I mercati sono una massa amorfa, senza volto, che deresponsabilizza tutti i suoi attori che li garantiscono la permanente espansione, unico valore etico che intendono perseguire. Risulta assai difficile stanare i colpevoli, nominarli, vederli, ricordandoci quel potere inafferrabile, astratto, ma con conseguenze devastanti per l’individuo, che Kafka nella e con la sua opera ha descritto.

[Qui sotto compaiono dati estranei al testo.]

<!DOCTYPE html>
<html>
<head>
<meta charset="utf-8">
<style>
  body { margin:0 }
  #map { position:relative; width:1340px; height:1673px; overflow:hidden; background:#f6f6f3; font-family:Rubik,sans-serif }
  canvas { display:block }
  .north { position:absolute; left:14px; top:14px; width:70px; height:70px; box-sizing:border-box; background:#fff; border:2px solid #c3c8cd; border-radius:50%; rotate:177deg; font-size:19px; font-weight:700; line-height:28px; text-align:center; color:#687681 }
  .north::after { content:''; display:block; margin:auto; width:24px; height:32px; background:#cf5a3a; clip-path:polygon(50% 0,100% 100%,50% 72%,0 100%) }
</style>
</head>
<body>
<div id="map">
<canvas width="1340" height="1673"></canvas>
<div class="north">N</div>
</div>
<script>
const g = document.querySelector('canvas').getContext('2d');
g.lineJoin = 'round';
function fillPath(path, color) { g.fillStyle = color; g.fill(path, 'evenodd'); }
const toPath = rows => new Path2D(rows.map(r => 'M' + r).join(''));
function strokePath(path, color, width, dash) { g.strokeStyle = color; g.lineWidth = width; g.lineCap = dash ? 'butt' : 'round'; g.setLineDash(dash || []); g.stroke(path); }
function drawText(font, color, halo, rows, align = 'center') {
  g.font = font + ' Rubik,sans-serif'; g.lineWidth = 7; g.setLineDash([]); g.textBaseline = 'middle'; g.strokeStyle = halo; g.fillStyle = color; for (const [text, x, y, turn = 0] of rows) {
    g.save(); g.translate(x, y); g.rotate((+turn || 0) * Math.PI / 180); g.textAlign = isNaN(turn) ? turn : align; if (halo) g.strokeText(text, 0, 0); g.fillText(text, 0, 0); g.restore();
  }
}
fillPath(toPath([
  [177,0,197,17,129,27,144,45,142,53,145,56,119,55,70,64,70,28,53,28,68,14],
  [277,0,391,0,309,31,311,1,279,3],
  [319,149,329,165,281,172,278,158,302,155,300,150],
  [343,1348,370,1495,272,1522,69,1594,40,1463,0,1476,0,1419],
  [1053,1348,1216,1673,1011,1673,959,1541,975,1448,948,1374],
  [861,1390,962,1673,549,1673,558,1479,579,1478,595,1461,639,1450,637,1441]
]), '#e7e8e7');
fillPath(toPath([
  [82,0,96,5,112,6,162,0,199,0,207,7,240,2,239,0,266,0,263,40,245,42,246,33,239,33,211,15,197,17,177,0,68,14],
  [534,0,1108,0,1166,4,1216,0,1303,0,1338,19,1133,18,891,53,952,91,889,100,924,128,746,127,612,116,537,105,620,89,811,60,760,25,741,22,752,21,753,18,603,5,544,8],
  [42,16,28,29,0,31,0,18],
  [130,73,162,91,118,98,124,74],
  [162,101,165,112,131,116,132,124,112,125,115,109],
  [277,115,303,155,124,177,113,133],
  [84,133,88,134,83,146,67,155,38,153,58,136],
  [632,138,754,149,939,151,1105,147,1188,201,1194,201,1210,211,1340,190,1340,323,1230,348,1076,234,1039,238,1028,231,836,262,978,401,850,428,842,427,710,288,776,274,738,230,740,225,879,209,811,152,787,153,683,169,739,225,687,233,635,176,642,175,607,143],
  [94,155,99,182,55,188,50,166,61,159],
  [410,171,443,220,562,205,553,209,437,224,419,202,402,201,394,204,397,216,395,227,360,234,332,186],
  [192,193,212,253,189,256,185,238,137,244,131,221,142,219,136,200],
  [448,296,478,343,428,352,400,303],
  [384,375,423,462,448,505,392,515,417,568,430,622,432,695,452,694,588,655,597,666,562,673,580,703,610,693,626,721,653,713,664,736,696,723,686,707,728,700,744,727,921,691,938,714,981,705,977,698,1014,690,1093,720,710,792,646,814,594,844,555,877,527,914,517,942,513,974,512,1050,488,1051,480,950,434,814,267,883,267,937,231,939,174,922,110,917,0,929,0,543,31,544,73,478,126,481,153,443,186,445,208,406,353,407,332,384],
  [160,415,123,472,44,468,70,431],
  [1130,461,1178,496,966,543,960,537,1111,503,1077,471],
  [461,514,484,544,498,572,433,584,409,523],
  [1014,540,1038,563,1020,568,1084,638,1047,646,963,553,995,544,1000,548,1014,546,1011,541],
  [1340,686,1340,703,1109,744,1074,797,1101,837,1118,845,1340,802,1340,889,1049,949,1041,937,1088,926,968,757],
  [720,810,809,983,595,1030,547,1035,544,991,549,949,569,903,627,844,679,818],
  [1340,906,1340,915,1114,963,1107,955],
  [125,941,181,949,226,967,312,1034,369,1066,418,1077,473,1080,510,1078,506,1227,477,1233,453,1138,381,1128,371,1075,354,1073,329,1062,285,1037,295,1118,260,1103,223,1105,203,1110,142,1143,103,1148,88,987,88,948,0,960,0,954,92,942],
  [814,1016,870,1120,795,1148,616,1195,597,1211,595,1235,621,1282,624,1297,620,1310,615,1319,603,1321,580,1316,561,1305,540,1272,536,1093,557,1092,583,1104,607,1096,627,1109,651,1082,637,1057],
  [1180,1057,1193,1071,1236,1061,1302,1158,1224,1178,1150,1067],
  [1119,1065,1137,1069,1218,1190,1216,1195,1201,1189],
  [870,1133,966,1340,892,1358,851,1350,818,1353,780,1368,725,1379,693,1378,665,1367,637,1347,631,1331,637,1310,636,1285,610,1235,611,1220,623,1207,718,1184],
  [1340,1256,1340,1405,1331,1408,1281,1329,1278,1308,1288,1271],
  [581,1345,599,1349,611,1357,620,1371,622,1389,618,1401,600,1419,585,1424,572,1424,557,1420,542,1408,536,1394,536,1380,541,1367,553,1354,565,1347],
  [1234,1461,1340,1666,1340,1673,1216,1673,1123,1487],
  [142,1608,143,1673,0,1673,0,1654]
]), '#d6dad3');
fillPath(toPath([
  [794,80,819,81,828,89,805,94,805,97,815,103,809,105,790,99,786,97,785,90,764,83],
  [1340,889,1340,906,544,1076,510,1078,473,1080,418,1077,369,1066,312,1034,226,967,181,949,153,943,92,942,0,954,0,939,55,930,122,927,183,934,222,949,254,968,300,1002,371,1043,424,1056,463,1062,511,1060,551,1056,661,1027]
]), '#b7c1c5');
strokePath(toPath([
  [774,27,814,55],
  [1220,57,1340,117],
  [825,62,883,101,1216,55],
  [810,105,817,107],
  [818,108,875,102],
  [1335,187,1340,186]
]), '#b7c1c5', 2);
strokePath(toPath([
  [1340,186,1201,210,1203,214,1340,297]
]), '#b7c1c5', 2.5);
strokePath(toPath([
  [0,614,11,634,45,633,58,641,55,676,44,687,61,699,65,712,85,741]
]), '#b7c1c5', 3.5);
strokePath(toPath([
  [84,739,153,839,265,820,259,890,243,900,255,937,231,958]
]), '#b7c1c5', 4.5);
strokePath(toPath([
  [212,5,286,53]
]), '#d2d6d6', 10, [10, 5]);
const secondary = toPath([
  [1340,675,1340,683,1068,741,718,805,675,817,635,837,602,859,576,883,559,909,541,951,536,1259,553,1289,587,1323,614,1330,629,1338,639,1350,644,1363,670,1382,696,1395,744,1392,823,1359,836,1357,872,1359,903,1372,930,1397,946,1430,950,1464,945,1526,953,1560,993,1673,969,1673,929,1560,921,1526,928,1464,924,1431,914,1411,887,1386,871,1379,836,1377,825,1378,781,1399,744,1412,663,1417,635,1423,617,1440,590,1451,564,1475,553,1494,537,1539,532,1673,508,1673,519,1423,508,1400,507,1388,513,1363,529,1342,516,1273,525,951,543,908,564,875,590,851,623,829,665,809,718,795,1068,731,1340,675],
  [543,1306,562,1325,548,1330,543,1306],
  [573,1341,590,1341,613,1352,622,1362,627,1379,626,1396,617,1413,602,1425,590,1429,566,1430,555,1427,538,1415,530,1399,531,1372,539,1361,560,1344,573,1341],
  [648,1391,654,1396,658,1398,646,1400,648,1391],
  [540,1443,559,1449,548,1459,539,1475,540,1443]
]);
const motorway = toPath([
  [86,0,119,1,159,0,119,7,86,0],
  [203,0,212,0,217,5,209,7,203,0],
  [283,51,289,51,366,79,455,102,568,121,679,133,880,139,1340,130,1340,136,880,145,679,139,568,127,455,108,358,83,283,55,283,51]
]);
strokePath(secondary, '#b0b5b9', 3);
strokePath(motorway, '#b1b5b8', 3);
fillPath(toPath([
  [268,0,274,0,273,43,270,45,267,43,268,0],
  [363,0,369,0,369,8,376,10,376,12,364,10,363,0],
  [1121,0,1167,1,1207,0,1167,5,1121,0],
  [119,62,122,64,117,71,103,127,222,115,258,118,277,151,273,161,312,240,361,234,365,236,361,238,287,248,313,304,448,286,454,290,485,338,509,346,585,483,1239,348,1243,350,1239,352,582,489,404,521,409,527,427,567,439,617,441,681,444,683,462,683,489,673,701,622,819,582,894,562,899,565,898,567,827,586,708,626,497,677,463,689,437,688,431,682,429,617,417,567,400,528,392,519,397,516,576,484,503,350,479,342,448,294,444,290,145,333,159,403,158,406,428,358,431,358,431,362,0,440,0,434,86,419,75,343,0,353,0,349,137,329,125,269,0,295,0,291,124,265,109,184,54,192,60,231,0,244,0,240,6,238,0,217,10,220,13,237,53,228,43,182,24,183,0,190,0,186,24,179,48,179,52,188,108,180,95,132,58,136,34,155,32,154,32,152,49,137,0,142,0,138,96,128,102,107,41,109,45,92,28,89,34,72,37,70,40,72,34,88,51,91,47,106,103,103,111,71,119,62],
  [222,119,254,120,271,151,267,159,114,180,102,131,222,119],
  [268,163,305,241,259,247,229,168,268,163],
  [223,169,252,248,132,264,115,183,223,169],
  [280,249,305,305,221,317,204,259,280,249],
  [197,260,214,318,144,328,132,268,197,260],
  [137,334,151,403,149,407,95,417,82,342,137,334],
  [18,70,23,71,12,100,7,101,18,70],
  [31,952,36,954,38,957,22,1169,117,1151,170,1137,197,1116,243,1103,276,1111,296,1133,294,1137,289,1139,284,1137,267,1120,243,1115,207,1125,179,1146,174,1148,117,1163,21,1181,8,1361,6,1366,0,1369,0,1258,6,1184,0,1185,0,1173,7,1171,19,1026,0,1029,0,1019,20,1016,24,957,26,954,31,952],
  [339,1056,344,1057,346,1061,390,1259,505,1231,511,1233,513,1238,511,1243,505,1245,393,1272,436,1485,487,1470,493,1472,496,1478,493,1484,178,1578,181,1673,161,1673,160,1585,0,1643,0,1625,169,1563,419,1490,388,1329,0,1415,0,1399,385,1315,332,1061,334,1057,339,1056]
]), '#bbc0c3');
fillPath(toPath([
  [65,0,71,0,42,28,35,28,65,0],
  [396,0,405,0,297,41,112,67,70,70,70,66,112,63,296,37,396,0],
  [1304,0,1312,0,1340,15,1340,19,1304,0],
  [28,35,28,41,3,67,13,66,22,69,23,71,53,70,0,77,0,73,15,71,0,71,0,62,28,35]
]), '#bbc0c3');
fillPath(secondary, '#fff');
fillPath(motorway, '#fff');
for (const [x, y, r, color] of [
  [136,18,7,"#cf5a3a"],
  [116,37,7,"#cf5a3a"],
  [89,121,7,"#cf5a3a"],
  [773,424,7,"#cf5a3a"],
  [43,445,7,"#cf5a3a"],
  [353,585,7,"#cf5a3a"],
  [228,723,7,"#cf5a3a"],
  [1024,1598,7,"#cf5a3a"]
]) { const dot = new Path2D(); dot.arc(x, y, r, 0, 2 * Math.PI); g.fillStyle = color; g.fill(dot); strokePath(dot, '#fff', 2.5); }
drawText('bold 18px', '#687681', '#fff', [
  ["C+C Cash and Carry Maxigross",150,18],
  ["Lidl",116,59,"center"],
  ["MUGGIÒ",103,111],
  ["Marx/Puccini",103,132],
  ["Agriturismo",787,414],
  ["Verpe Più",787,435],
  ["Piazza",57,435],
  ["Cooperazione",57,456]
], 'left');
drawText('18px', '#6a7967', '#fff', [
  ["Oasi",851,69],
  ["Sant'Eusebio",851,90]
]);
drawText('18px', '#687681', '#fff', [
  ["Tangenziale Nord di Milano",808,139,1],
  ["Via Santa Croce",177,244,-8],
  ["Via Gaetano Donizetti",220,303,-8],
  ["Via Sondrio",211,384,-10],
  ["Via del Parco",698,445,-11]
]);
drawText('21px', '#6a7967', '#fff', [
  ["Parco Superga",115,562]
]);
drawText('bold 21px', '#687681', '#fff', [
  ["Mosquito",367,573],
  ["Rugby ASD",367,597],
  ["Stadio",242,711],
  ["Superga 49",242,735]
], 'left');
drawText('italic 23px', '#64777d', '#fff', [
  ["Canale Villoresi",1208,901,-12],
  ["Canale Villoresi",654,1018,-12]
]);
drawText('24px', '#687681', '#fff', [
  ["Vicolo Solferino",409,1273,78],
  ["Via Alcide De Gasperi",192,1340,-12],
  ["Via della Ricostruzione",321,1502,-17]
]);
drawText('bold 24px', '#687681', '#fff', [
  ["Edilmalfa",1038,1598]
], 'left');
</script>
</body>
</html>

Se vogliamo un mondo migliore dobbiamo invertire i paradigmi che caratterizzano il nostro modo di pensare la politica, ancora prima di farla: liberandoci dal credo quasi religioso secondo il quale il mercato (totalizzante e totalitario) è naturale e senza alternative valide, costruendo realtà economiche che partono da ben altre premesse. Dalla redistribuzione della ricchezza, dalla rivalutazione del bene comune, dalla solidarietà e dalla giustizia sociale. Ed emancipando la politica dai diktat finanziari, ridandole quella capacità di azione autonoma e di intervento per “cambiare lo stato delle cose”. Togliendo una fetta di libertà ai mercati per restituirla alle persone.